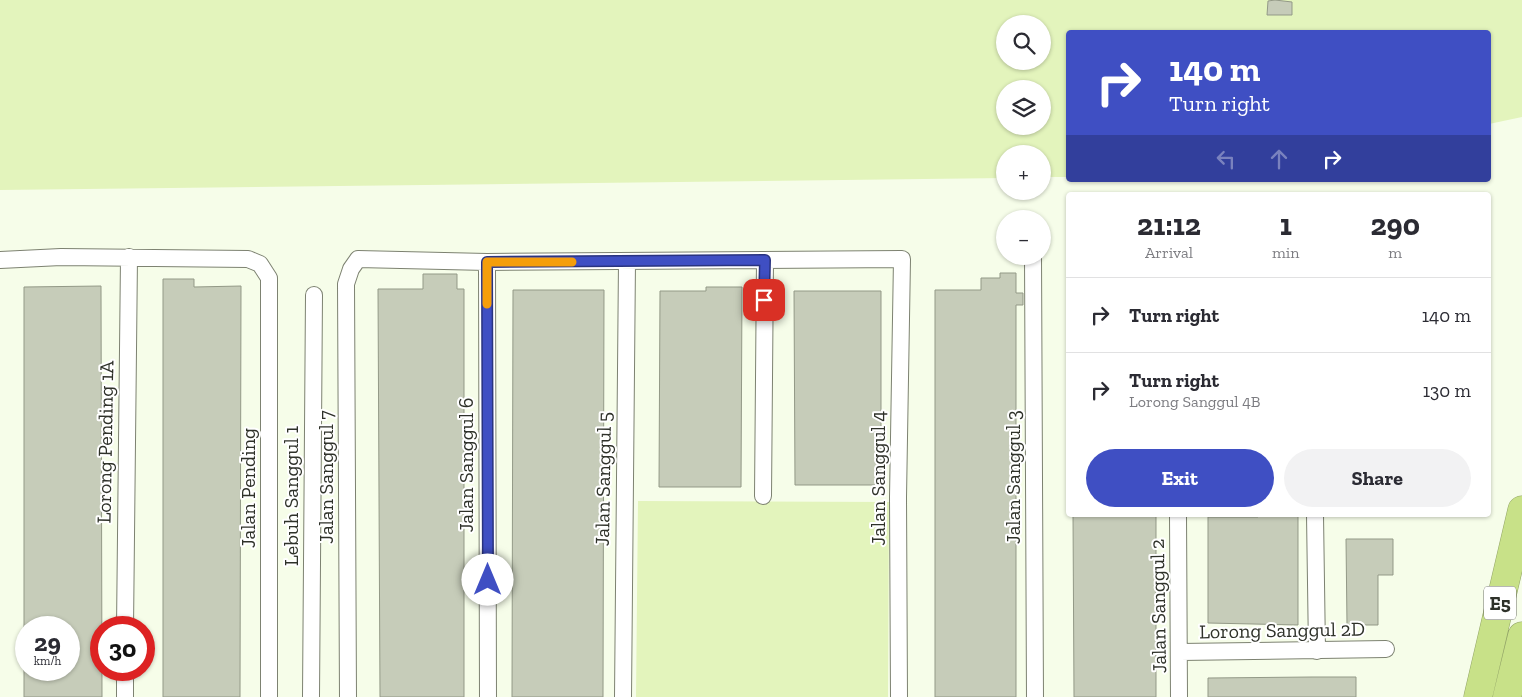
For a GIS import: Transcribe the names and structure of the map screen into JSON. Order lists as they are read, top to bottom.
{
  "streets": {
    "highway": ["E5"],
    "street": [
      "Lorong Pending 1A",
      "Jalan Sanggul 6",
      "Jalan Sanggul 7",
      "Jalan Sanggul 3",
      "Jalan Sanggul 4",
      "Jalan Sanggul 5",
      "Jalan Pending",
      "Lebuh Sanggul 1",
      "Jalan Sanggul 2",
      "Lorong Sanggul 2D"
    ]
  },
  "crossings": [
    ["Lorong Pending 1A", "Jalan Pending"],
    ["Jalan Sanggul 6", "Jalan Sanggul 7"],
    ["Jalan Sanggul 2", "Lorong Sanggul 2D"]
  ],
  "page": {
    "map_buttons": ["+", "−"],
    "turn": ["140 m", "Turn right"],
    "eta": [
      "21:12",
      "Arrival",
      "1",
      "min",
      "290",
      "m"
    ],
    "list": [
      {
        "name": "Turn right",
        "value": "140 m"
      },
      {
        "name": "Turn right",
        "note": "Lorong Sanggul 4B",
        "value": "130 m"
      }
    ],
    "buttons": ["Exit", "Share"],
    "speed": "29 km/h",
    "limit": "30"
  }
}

══════

> _TASK BRIEF_
Once every line of the material holding the word "Jalan" has been counted, report the total and nothing more.

> _ANSWER BOX_
10